Soap Film Painting
A soap film becomes an ever-changing work of art.
Under the influence of gravity, a thin film of soap constantly -changes thickness, creating an everchanging array of colors.

(1 hour or less)

Drill two small holes 11 inches (28 cm) apart in the 24 inch (60 m) overhead member and the plastic pipe. Drill a single hole at the center of the overhead member. Drill a second set of holes 1 inch (2.5 cm) closer to the center of the pipe. All the holes should be large enough to let the fishing line be inserted through them, and to let the line travel through them freely when necessary.

Epoxy the lower anchor into the plastic tray and fix the screw eyes into the wood 11 inches (28 cm) apart.

Assemble the base and upright supports and nail the overhead member into position (see the diagram and the photo).

Tie lengths of fishing line to the screw eyes. Thread the pipe on, then thread the line through the outside holes in the overhead member and knot them in place. Make the lines as taut as possible to allow the pipe to travel freely up and down.

Run another piece of fishing line down through one of the inside holes in the pipe and up through the other hole. Tie a slip knot to form a noose. Run the free end of the line up through the hole in the center of the overhead member to act as a lifting cord (see diagram).

Fill the plastic tray with bubble solution until at least the entire lower half of the pipe is submerged.

(15 minutes or more)

Pull the string and raise the bar out of the soapy water to make a soap film.

Notice the changing colors reflected by the film. The colored patterns in the vertical soap film are most easily seen by standing with your back to a white surface and viewing the soap film against a black background.

Shake the frame back and forth repeatedly. Notice the pattern of waves on the film.

Stand a few feet away from the film and blow on it gently. The film stretches out into a bulge when you blow and returns to its original flat shape when you stop.

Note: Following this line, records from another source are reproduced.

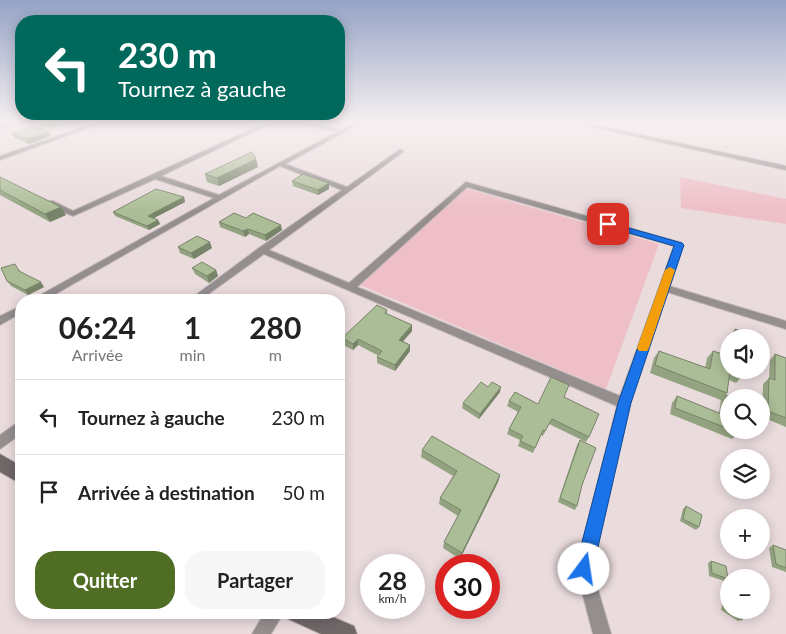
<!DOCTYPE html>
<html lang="fr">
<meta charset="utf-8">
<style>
:root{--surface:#fff;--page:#f6f6f6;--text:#222;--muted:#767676;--line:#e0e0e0;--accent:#4f6d23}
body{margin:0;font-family:Lato,sans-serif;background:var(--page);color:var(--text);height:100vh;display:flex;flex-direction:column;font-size:19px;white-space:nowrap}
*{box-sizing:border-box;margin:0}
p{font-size:16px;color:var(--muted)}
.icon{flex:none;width:28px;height:28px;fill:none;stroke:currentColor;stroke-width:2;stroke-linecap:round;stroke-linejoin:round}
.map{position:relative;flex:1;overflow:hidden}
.drawer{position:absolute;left:15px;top:294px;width:330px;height:325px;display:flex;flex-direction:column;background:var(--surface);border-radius:20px;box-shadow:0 2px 12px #0003}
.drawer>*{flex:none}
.top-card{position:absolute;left:15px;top:15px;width:330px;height:105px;border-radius:20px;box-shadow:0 2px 12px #0003;background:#00695c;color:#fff;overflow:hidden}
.buttons{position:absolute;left:720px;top:329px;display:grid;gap:10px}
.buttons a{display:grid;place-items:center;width:50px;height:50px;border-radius:50%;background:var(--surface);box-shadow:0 2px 12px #0003;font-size:25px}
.speed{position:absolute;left:360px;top:554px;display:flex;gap:10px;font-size:25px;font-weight:700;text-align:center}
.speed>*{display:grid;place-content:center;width:65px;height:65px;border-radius:50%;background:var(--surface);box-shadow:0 2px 12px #0003;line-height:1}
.speed small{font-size:12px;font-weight:400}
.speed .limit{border:8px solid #d22;background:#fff;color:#111}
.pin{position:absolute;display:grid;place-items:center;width:42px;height:42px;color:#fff;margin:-21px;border-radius:10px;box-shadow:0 2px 8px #0006}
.me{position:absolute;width:55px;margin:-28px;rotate:14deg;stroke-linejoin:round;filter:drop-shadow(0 0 4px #0008)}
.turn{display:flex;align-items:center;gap:18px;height:105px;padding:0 20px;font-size:22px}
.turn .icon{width:65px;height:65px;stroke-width:2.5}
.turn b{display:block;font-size:35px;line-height:42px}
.eta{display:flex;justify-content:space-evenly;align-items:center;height:85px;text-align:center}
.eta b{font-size:30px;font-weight:700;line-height:35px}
.primary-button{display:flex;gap:10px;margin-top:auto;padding:10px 20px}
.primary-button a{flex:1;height:58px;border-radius:20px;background:var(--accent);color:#fff;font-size:20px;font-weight:700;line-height:58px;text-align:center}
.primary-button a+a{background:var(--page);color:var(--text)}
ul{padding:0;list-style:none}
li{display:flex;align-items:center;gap:15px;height:75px;padding:0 20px;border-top:1px solid var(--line)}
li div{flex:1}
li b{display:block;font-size:19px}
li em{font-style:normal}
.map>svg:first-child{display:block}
.green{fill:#eebfc7}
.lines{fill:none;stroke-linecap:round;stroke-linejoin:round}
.street-casing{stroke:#c4b7b8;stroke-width:2}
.secondary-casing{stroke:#c4b7b8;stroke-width:2}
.street{fill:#948e8f;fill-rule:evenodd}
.secondary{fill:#706769;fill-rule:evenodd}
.wall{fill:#93a381}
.shaded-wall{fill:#788469}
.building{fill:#abbd96;stroke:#788469}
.route{fill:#1a73e8;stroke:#114b97}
.slow{fill:#f59e0b}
</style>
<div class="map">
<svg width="786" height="634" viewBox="0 0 786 634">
<rect width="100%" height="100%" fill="#eadbdd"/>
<path class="green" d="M680 177 786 199V224L681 208Z
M464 188 659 244 606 389 358 284Z"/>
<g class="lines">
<g class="street-casing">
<path id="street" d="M9 122H18L0 129V125Z
M97 122H105L0 160V156Z
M267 122H274L161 176 219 195 337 132 298 122H308L341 130 356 122H363L285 164 347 187 399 150H403V152L269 250 349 283 466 182 682 243 683 245 669 286 786 321V329L667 292 630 403 592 569 611 634H593L576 569 617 406 264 254 200 300H189L259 248 342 190 280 166 45 300H33L35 298 214 198 155 179 73 216 47 205V201H53L73 211ZM467 187 674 246 620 396 357 287Z
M570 122H581L786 166V170Z
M21 306V313L0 325V316Z
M21 422V434L0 449V435L17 423Z
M265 612H284L271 634H252Z"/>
</g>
<g class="secondary-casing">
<path id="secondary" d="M0 454 21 466V484L0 472Z
M285 612H321L354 626 357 634H321L288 619Z"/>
</g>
<use href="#street" class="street"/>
<use href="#secondary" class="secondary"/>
</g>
<path class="wall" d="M31 122H68L49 129Z
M329 122H347L340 126Z
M49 132 51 136 29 144 15 138 12 134Z
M258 167 219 186 207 182 205 174Z
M0 177 66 215 50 222 0 195Z
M292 181 329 183V189L318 195 293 186Z
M184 197 185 202 154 218 158 220 160 224 149 230 115 216 113 212Z
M246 218 282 230 266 241 249 234 245 237 220 227 219 222Z
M178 247 212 248 194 259 180 253Z
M192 268 216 270 218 276 209 283 195 274Z
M19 269 20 272 44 287 28 295 11 286 7 281Z
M387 310V314L412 325V331L403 341 410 345V351L395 371 377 363V357L379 356 358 345 353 350 343 345 342 338Z
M735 329 746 338H729Z
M729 339V370L743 375 736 383 729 380 727 393 726 395 729 398V430H739L738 433 732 439 670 414 672 403 677 396 719 413 721 400 650 373 654 358 659 351 705 368 707 358 713 351 727 356Z
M775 354 786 358V427L762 417 763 384 769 378 770 360Z
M488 387 500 392 479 419 462 408 463 403Z
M564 397 589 437 586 442 549 424 543 436 541 435 533 453 518 446 520 440 507 434 509 429 518 412 507 406 509 401 538 404Z
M580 440 582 485 577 506 575 510 558 502 577 445Z
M422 450 500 475 498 482 460 559 443 548 444 542 458 516 439 504 440 498 453 476 421 457Z
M686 506 699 527 696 530 680 521 683 509Z
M773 545 786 550V572L772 567 769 548Z
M711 561 728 579 724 581 709 576 708 563Z
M729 589V610L742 620 738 621 721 610 726 591Z"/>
<path class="shaded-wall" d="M53 122H68L49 129 47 124Z
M342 122H347L340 126V123Z
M49 132 51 136 29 144 27 139Z
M256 159 258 167 219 186 217 178Z
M329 183V189L318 195V190Z
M184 197 185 202 150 220 148 216Z
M61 207 66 215 50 222 45 214Z
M158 220 160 224 149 230 147 226Z
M281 225 282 230 266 241 265 235Z
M248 229 249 234 245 237 243 231Z
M210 242 212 248 194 259 191 253Z
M216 270 218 276 209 283 207 276Z
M41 282 44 287 28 295 25 290Z
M412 325V331L399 346V340Z
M358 339V345L353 350V344Z
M410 345V351L395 371V365Z
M501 387 500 392 479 419 480 414Z
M500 475 498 482 460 559 462 553Z"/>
<path class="building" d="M42 122H53L47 124Z
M34 127 49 132 27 139 12 134Z
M252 152 256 159 217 178 205 174Z
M303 174 329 183 318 190 292 181Z
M0 177 61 207 45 214 0 190Z
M156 189 184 197 148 216 158 220 147 226 113 212Z
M234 213 246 218 253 213 281 225 265 235 248 229 243 231 219 222Z
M197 236 210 242 191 253 178 247Z
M202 262 216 270 207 276 192 268Z
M15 264 19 271 41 282 25 290 7 281 1 268Z
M321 294 335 300H315Z
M132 296 138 300H126Z
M377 305 387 310 385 313 412 325 399 340 410 345 395 365 377 357 382 351 358 339 353 344 342 338Z
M735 329 746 333V338H734Z
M659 351 710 369 713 351 729 356V370H743V375L730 371 727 393 655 365Z
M775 354 786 358V418L768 411 769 378 775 380Z
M551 377 569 385 564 397 599 414 589 437 552 419 545 431 543 430 535 448 520 441 523 436 509 429 521 407 509 401 515 392 538 404Z
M481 382 488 387 492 382 501 387 480 414 463 403Z
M726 395 734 398H729V429L675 408 677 396 724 415Z
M731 430H739L738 433Z
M432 436 500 475 462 553 444 542 461 510 440 498 457 471 422 450Z
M580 440 596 448 582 485 577 506 560 498Z
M686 506 702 515 699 527 683 519Z
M773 545 786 550V568L776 564Z
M711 561 726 566 728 579 712 573Z
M729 593V610H744L742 620 725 608Z"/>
<linearGradient id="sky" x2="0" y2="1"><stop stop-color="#95a3c6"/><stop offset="0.58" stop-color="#f6eff0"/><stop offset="1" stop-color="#f6eff0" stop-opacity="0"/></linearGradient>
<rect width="786" height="211" fill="url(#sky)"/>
<path class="route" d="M608 222 682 243 684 245 631 403 593 569 590 576 584 578 577 576 575 569 618 403 674 246 605 226V223Z"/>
<path class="slow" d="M670 267 675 270 649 348 647 351H639L637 348 665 270Z"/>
</svg>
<div class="buttons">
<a><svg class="icon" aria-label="sound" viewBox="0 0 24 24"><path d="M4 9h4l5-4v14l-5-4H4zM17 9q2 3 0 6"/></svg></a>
<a><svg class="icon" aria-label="search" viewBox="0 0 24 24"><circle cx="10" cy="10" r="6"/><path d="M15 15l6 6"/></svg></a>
<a><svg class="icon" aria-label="layers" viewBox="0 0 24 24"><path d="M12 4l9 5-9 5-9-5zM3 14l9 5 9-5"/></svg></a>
<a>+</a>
<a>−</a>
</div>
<div class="speed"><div>28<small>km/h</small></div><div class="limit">30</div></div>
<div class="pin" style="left:608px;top:224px;background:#d93025"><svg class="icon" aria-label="arrive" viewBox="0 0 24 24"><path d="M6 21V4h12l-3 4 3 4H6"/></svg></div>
<svg class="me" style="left:584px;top:569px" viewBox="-20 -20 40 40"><circle r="19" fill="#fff"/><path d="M0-13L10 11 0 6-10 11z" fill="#1a73e8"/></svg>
<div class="top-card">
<div class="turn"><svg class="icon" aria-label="left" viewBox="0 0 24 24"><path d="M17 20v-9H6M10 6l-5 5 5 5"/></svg><div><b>230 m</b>Tournez à gauche</div></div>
</div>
<section class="drawer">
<div class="eta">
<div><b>06:24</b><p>Arrivée</p></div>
<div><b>1</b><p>min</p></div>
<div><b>280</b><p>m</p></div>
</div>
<ul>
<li><svg class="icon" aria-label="left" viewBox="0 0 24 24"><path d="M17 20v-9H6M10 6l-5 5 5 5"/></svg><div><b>Tournez à gauche</b></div><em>230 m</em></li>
<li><svg class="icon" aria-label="arrive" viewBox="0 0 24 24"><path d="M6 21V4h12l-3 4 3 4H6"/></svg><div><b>Arrivée à destination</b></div><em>50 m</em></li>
</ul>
<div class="primary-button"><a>Quitter</a><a>Partager</a></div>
</section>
</div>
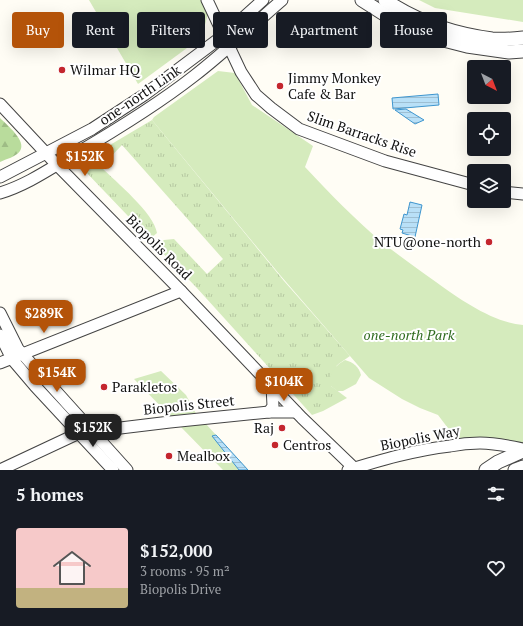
<!DOCTYPE html>
<html lang="en">
<head>
<meta charset="utf-8">
<style>
  body { margin:0; font-family:"PT Serif",serif; background:#242831; color:#f1f3f6; height:100vh; display:flex; flex-direction:column; font-size:15px; white-space:nowrap }
  * { box-sizing:border-box; margin:0 }
  p { font-size:13px; color:#9ea1a6 }
  .icon { flex:none; width:22px; height:22px; fill:none; stroke:currentColor; stroke-width:2; stroke-linecap:round; stroke-linejoin:round }
  .map { position:relative; height:470px; overflow:hidden }
  .drawer { display:flex; flex-direction:column; background:#171b24; flex:1 }
  .drawer>* { flex:none }
  .top-card { position:absolute; left:12px; top:12px; width:499px; height:36px; display:flex; gap:8px }
  .needle { width:26px; rotate:138deg }
  .fabs { position:absolute; left:467px; top:60px; display:grid; gap:8px }
  .fabs a { display:grid; place-items:center; width:44px; height:44px; border-radius:4px; background:#171b24; box-shadow:0 4px 16px #0002; font-size:20px }
  .price { position:absolute; translate:-50% -34px; padding:0 9px; border-radius:8px; background:#b45309; color:#fff; font-size:13px; line-height:26px; filter:drop-shadow(0 1px 2px #0008) }
  .price::after { content:''; position:absolute; left:50%; top:24px; width:12px; height:9px; margin-left:-6px; background:inherit; clip-path:polygon(0 0,100% 0,50% 100%) }
  .price.active { background:#222; color:#fff }
  ul { padding:0; list-style:none }
  li { display:flex; align-items:center; gap:12px; height:100px; padding:0 16px }
  li+li { border-top:1px solid #363941 }
  li span { display:grid; place-items:center; flex:none; width:112px; height:80px; border-radius:4px; color:#555 }
  li>.icon { margin-inline-start:auto }
  span .icon { width:48px; height:48px; fill:#fffc; stroke-width:1 }
  li b { font-size:17px }
  h2 { display:flex; justify-content:space-between; align-items:center; height:48px; padding:0 16px; font-size:17px }
  .chip { padding:0 14px; border-radius:4px; background:#171b24; box-shadow:0 4px 16px #0002; font-size:14px; line-height:36px }
  .chip.active { background:#b45309; color:#fff }
  .map>svg:first-child { display:block }
  .grass { fill:url(#grass-tufts) }
  .forest { fill:url(#forest-firs) }
  .park { fill:#d5ebbd }
  .water { fill:url(#water-rules); stroke:#3f96cf }
  .lines { fill:none; stroke-linecap:round; stroke-linejoin:round }
  .minor-casing { stroke:#444; stroke-width:13 }
  .tertiary-casing { stroke:#444; stroke-width:15 }
  .minor { stroke:#fff; stroke-width:11 }
  .tertiary { stroke:#fff; stroke-width:13 }
  .poi-dot { fill:#c4262e; stroke:#fff; stroke-width:1.5 }
  .labels { text-anchor:middle; stroke-width:4; stroke-linejoin:round; paint-order:stroke }
  .poi-label { font-size:14px; fill:#111; stroke:#fff; text-anchor:start }
  .street-label { font-size:14px; fill:#111; stroke:#fff }
  .park-label { font-size:14px; font-style:italic; fill:#2f6b1f; stroke:#fff }
</style>
</head>
<body>
<div class="map">
<svg width="523" height="470" viewBox="0 0 523 470">
  <defs>
    <pattern id="grass-tufts" width="24" height="20" patternUnits="userSpaceOnUse"><rect width="24" height="20" fill="#d5ebbd"/><path d="M3 7l-1-3M5 7V3M7 7l1-3M15 17l-1-3M17 17v-4M19 17l1-3" fill="none" stroke="#b6c8a1"/></pattern>
    <pattern id="forest-firs" width="22" height="20" patternUnits="userSpaceOnUse"><rect width="22" height="20" fill="#b9dc9c"/><path d="M5 1l3.5 6h-7zM16 11l3.5 6h-7z" fill="#9ebc85"/></pattern>
    <pattern id="water-rules" width="6" height="5" patternUnits="userSpaceOnUse"><rect width="6" height="5" fill="#b9e0f7"/><path d="M0 2.5h6" fill="none" stroke="#9ebfd3"/></pattern>
  </defs>
  <rect width="100%" height="100%" fill="#fffdf5"/>
  <path class="grass" d="M 152,120 L 284,281 L 350,356 L 337,365 L 331,386 L 347,398 L 323,411 L 312,415 L 196,287 L 156,246 L 164,240 L 174,239 L 207,274 L 223,259 L 122,145 L 101,167 C 116,182 154,213 157,233 L 150,239 L 84,170 L 83,161 Z"/>
  <path class="forest" d="M 0,118 C 7,125 27,141 20,151 C 16,157 6,159 0,162 Z"/>
  <g class="park">
    <polygon points="89,0 202,0 208,13 202,37 138,84"/>
    <polygon points="419,0 523,0 523,22 435,8"/>
    <path d="M 218,71 L 235,73 L 252,105 L 313,146 L 305,167 C 330,194 356,220 384,244 C 401,257 418,269 436,282 C 461,300 492,322 523,325 L 523,449 L 460,444 L 438,415 L 420,408 L 402,399 L 369,378 L 280,275 L 152,120 L 154,117 Z"/>
    <path d="M 345,360 C 353,362 359,367 361,375 L 356,384 L 343,391 L 337,391 L 331,386 L 329,380 C 332,370 336,365 345,360 Z"/>
    <polygon points="161,371 186,395 195,412 248,470 223,470 134,379"/>
  </g>
  <g class="water">
    <polygon points="438,94 439,105 393,109 392,98"/>
    <polygon points="406,109 424,120 415,124 395,110"/>
    <polygon points="410,202 422,205 415,237 402,233 403,230 400,229 404,214 407,215"/>
    <polygon points="216,435 248,470 239,470 212,436"/>
  </g>
  <g class="lines">
    <defs>
      <g id="minor">
        <polyline points="207,0 241,72 256,95 271,108 299,129 385,161 474,185"/>
        <polyline points="0,104 57,165 181,291 302,418 354,468"/>
        <polyline points="0,177 92,129 144,95 224,35 263,0"/>
        <polyline points="504,192 523,194"/>
        <path d="M 0,193 C 27,185 51,168 75,154 C 116,130 157,105 194,76 C 225,52 253,25 282,0"/>
        <polyline points="0,313 18,349 127,470"/>
        <polyline points="0,335 12,359 35,386 113,470"/>
        <polyline points="0,363 181,291"/>
        <polyline points="269,412 273,406 272,386"/>
        <polyline points="0,470 79,433 170,422 269,412 296,412"/>
        <path d="M 348,470 C 381,460 415,450 450,446 C 460,444 470,443 480,443 C 495,443 509,446 523,449"/>
      </g>
      <g id="tertiary">
        <polyline points="362,0 395,21 424,35 467,46 509,52 523,51"/>
        <path d="M 385,0 C 416,21 454,34 492,39 C 502,40 513,39 523,38"/>
        <polyline points="486,470 498,462 523,451"/>
        <polyline points="515,470 523,467"/>
      </g>
    </defs>
    <use href="#minor" class="minor-casing"/>
    <use href="#tertiary" class="tertiary-casing"/>
    <use href="#minor" class="minor"/>
    <use href="#tertiary" class="tertiary"/>
  </g>
  <g class="poi-dot">
    <circle cx="62" cy="70" r="4"/>
    <circle cx="280" cy="86" r="4"/>
    <circle cx="489" cy="242" r="4"/>
    <circle cx="104" cy="387" r="4"/>
    <circle cx="282" cy="428" r="4"/>
    <circle cx="275" cy="445" r="4"/>
    <circle cx="169" cy="456" r="4"/>
  </g>
  <g class="labels">
    <g class="poi-label">
      <text x="70" y="75">Wilmar HQ</text>
      <text x="288" y="83">Jimmy Monkey<tspan x="288" dy="16">Cafe &amp; Bar</tspan></text>
      <text x="481" y="247" text-anchor="end">NTU@one-north</text>
      <text x="112" y="392">Parakletos</text>
      <text x="274" y="433" text-anchor="end">Raj</text>
      <text x="283" y="450">Centros</text>
      <text x="177" y="461">Mealbox</text>
    </g>
    <g class="street-label">
      <text transform="translate(140 95) rotate(-34)" y="5">one-north Link</text>
      <text transform="translate(362 134) rotate(19)" y="5">Slim Barracks Rise</text>
      <text transform="translate(159 247) rotate(45)" y="5">Biopolis Road</text>
      <text transform="translate(189 405) rotate(-6)" y="5">Biopolis Street</text>
      <text transform="translate(420 438) rotate(-11)" y="5">Biopolis Way</text>
    </g>
    <g class="park-label">
      <text x="409" y="340">one-north Park</text>
    </g>
  </g>
</svg>
<div class="fabs">
<a><svg class="needle" viewBox="-14 -14 28 28"><path d="M0-13l5 13h-10z" fill="#e53935"/><path d="M0 13l5-13h-10z" fill="#9ea1a6"/></svg></a>
<a><svg class="icon" aria-label="locate" viewBox="0 0 24 24"><circle cx="12" cy="12" r="6"/><path d="M12 2v4M12 18v4M2 12h4M18 12h4"/></svg></a>
<a><svg class="icon" aria-label="layers" viewBox="0 0 24 24"><path d="M12 4l9 5-9 5-9-5zM3 14l9 5 9-5"/></svg></a>
</div>
<b class="price" style="left:85px;top:177px">$152K</b>
<b class="price" style="left:44px;top:334px">$289K</b>
<b class="price" style="left:57px;top:393px">$154K</b>
<b class="price" style="left:284px;top:402px">$104K</b>
<b class="price active" style="left:93px;top:448px">$152K</b>
<div class="top-card">
<a class="chip active">Buy</a>
<a class="chip">Rent</a>
<a class="chip">Filters</a>
<a class="chip">New</a>
<a class="chip">Apartment</a>
<a class="chip">House</a>
</div>
</div>
<section class="drawer">
<h2>5 homes<svg class="icon" aria-label="filters" viewBox="0 0 24 24"><path d="M4 7h16M4 17h16"/><circle cx="9" cy="7" r="2"/><circle cx="15" cy="17" r="2"/></svg></h2>
<ul>
<li><span style="background:linear-gradient(#f6c9c9 75%,#c2b280 0)"><svg class="icon" aria-label="home" viewBox="0 0 24 24"><path d="M3 11l9-7 9 7M6 9v11h12V9"/></svg></span><div><b>$152,000</b><p>3 rooms · 95 m²</p><p>Biopolis Drive</p></div><svg class="icon" aria-label="heart" viewBox="0 0 24 24"><path d="M12 20l-8-8c-3-5 5-10 8-4 3-6 11-1 8 4z"/></svg></li>
</ul>
</section>
</body>
</html>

A soap film is a soapy water sandwich, with two outside layers of soap molecules forming boundaries around a layer of soapy water. The thickness of the soap film changes as the water drains down the inside of the film. When light strikes the front surface of the bubble film, some of the light is reflected (about 4%). The remainder of the wave is transmitted through to the rear surface. At the rear surface of the soap film, more of the light is reflected back to your eyes. The light reflecting from the front of the film meets up with the light reflecting from the back of the film, and the waves combine.

The beautiful colors you see on the soap film are due to interference patterns, created when light reflects off the two surfaces of the thin soap film. Interference patterns are created when two reflected waves line up in phase or out of phase.

If two waves line up in phase, with crests together and troughs together, we say that the waves are interfering constructively. When two waves line up out of phase, crest to trough, we say that the waves are interfering destructively.

White light can be considered a mixture of three additive primary colors: red, green and blue. If the thickness of the soap film is just right to cause the destructive interference of one of the additive primaries, you will perceive a mixture of the two remaining colors:

white - red = blue + green = cyan (bluish green)
white - green = red + blue = magenta (reddish blue)
white - blue = red + green = yellow

Therefore, everywhere you see yellow, the film is just the right thickness to destructively remove the blue light waves. Where you see cyan, the red light has been destructively removed. And where you see magenta, the green light has been destructively removed.